Dataset items:
##############################

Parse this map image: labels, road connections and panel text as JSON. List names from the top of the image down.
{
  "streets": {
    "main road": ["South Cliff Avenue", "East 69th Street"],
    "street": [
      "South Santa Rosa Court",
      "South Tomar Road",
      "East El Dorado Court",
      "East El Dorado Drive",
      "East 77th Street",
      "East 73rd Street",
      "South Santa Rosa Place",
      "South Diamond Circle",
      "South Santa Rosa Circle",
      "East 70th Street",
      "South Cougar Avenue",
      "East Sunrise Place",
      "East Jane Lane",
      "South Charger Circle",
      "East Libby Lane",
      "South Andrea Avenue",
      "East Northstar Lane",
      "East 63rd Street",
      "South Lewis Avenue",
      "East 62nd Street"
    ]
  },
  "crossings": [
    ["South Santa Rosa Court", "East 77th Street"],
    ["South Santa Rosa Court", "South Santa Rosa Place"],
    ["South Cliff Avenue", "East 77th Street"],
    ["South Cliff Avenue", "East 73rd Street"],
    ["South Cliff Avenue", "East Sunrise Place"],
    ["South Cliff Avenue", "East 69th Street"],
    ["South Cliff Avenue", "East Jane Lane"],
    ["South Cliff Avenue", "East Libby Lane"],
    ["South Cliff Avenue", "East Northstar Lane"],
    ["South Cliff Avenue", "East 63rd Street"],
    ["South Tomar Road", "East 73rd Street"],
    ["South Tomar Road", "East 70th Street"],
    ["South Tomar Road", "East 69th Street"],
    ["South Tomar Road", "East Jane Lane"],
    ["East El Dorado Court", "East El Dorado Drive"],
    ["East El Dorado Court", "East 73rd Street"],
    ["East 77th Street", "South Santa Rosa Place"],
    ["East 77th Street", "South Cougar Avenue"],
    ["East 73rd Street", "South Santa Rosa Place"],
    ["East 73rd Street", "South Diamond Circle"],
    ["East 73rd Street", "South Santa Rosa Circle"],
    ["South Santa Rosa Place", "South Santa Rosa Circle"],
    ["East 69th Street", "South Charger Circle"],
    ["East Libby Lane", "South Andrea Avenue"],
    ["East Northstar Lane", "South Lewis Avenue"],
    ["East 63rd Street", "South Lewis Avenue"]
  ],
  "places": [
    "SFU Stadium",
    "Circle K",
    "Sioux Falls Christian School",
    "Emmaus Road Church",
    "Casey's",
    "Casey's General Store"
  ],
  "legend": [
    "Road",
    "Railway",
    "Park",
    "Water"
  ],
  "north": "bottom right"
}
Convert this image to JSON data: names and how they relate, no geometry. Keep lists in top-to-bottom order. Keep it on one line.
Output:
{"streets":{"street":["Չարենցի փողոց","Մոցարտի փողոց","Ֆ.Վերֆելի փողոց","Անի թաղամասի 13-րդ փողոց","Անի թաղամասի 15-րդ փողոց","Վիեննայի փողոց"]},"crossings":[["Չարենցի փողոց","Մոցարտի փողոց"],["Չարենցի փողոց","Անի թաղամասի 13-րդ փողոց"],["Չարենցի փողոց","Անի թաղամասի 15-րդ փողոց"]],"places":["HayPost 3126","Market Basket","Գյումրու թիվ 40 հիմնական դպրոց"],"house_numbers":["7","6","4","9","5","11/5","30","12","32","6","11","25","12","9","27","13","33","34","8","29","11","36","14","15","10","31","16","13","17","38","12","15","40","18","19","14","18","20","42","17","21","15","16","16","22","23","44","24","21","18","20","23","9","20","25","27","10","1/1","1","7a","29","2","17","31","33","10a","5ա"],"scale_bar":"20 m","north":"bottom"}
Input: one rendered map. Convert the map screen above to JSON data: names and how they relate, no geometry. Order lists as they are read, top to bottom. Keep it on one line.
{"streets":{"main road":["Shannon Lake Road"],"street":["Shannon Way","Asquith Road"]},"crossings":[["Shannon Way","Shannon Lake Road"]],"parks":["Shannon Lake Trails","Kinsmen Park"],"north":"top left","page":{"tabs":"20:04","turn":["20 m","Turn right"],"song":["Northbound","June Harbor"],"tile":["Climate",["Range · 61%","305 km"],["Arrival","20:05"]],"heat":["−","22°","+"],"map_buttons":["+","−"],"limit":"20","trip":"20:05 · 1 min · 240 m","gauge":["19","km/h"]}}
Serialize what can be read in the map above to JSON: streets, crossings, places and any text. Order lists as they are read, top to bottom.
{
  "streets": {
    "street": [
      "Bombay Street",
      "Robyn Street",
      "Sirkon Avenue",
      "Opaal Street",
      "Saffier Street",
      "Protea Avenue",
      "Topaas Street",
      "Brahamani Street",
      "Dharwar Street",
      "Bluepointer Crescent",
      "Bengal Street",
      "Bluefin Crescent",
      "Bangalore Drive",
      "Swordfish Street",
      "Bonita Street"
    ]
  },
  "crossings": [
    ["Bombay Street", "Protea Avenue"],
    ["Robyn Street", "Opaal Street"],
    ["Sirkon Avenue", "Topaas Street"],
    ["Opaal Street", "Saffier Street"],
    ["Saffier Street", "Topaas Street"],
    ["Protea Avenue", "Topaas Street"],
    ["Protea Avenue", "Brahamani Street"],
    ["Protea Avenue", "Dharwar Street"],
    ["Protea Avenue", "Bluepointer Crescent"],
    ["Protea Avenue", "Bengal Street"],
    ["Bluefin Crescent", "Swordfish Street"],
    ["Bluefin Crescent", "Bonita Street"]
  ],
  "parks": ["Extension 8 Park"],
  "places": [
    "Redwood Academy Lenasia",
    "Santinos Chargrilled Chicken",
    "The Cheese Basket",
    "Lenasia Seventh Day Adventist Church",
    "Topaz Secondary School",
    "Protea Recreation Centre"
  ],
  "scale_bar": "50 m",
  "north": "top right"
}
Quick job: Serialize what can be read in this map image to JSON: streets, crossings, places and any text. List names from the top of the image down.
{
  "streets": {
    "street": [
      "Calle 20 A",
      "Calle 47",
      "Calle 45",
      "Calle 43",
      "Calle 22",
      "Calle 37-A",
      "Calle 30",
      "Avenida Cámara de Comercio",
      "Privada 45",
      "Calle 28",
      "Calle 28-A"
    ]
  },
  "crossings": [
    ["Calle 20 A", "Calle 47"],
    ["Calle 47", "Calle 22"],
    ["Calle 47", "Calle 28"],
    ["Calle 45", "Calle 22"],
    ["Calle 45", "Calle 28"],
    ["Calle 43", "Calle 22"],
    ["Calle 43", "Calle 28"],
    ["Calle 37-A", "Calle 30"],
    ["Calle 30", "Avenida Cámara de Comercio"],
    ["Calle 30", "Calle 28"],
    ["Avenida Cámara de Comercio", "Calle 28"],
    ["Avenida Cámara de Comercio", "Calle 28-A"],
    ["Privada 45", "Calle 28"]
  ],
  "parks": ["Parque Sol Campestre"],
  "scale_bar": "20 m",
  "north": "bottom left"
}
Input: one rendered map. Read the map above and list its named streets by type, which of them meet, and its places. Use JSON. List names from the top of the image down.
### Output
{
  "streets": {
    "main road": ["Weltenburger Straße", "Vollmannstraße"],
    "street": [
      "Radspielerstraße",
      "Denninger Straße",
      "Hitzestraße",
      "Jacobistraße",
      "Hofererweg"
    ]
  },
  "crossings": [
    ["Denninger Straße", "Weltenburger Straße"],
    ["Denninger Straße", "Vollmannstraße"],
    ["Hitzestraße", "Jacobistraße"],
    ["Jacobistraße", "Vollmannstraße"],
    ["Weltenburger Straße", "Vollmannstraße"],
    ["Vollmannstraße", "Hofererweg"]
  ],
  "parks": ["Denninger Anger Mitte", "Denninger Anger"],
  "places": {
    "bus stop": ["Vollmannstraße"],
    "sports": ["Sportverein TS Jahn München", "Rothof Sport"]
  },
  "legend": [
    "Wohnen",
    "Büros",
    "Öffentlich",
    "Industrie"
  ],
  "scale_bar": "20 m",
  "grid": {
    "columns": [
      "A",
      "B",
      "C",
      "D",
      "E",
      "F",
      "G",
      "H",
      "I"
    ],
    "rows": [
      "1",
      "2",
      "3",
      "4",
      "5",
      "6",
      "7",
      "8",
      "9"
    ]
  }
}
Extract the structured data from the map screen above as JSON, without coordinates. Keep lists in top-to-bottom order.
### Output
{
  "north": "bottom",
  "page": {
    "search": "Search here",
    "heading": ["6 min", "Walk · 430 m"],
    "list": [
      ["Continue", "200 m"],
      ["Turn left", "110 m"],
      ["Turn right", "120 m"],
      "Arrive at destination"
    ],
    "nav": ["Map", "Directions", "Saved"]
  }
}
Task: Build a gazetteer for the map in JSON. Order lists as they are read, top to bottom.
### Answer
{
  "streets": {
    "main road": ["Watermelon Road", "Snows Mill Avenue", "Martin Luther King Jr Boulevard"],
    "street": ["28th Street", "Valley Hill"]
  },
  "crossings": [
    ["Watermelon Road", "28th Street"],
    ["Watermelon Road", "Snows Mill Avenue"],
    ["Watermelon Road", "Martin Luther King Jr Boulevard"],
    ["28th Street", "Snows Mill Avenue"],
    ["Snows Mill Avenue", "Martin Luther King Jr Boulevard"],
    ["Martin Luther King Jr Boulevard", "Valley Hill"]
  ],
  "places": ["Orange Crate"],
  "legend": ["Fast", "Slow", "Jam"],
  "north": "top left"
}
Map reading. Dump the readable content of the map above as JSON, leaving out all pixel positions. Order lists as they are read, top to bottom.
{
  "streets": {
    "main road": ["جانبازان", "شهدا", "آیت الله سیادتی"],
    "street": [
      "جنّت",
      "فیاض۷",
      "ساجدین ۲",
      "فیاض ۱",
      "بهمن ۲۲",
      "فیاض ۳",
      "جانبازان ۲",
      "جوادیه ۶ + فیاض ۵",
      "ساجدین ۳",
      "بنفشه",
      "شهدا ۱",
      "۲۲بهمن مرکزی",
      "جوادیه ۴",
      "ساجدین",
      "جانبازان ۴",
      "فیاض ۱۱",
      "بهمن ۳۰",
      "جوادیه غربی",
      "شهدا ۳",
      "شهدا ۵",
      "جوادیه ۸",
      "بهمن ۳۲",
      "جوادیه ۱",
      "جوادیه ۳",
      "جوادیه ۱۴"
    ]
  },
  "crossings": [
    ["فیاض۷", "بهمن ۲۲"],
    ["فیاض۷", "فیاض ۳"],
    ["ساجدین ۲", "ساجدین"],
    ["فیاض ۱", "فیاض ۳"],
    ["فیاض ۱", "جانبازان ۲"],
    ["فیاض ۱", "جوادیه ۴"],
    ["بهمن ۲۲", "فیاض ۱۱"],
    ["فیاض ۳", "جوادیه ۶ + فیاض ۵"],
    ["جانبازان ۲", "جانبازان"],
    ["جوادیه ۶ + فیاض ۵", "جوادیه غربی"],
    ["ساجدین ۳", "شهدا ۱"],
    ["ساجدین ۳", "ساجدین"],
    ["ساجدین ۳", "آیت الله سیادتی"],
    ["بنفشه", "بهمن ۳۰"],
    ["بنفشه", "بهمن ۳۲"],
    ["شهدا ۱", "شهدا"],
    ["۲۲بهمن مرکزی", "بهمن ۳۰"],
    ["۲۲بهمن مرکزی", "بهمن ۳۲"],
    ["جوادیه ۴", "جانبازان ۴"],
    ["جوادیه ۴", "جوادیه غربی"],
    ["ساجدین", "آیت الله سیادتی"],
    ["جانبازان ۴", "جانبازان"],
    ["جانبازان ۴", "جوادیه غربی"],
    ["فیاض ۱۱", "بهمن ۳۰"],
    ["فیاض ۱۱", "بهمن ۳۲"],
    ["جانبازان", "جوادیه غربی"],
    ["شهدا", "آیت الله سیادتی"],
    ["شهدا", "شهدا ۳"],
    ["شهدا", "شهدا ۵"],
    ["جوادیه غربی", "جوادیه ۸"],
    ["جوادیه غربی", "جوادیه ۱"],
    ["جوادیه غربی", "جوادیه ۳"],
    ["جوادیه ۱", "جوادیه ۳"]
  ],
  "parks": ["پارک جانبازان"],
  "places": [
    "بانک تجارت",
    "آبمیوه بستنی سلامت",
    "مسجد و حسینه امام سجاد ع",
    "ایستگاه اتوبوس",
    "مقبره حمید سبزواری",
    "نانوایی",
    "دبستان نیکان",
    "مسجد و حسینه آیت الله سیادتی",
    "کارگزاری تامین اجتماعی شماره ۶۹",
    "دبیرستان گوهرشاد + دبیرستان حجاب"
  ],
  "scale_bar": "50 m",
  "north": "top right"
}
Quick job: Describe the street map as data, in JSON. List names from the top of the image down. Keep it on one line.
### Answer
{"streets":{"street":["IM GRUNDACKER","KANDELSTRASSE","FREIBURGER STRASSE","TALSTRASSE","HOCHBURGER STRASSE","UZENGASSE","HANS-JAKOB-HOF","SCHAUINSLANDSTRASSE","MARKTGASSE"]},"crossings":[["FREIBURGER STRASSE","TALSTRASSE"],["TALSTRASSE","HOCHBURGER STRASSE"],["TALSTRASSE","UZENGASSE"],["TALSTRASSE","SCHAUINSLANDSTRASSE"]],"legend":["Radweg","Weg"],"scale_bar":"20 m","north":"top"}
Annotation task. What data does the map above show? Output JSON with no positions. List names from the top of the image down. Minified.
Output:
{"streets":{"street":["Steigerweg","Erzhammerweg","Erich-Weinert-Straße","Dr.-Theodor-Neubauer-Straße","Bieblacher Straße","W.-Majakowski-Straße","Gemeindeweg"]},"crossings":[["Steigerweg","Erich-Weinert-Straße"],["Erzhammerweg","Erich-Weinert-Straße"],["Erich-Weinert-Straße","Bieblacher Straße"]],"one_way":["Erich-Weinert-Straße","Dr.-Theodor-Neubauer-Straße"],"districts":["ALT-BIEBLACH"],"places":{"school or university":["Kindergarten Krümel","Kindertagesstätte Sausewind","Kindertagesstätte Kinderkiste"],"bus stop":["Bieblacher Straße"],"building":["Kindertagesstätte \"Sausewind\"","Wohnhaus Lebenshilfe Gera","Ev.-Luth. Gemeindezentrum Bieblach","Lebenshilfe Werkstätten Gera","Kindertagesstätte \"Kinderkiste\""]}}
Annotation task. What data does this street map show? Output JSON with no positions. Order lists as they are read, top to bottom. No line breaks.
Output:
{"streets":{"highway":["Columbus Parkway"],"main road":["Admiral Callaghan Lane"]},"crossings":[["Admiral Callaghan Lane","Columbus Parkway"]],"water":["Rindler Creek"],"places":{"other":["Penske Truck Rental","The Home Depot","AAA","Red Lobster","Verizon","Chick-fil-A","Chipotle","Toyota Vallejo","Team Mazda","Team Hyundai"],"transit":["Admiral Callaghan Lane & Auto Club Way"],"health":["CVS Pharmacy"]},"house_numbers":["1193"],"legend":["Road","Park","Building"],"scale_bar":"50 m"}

##############################

Each line of the records with the word "Vollmannstraße" in it is to be copied.

> [ANSWER BOX]:
    "main road": ["Weltenburger Straße", "Vollmannstraße"],
    ["Denninger Straße", "Vollmannstraße"],
    ["Jacobistraße", "Vollmannstraße"],
    ["Weltenburger Straße", "Vollmannstraße"],
    ["Vollmannstraße", "Hofererweg"]
    "bus stop": ["Vollmannstraße"],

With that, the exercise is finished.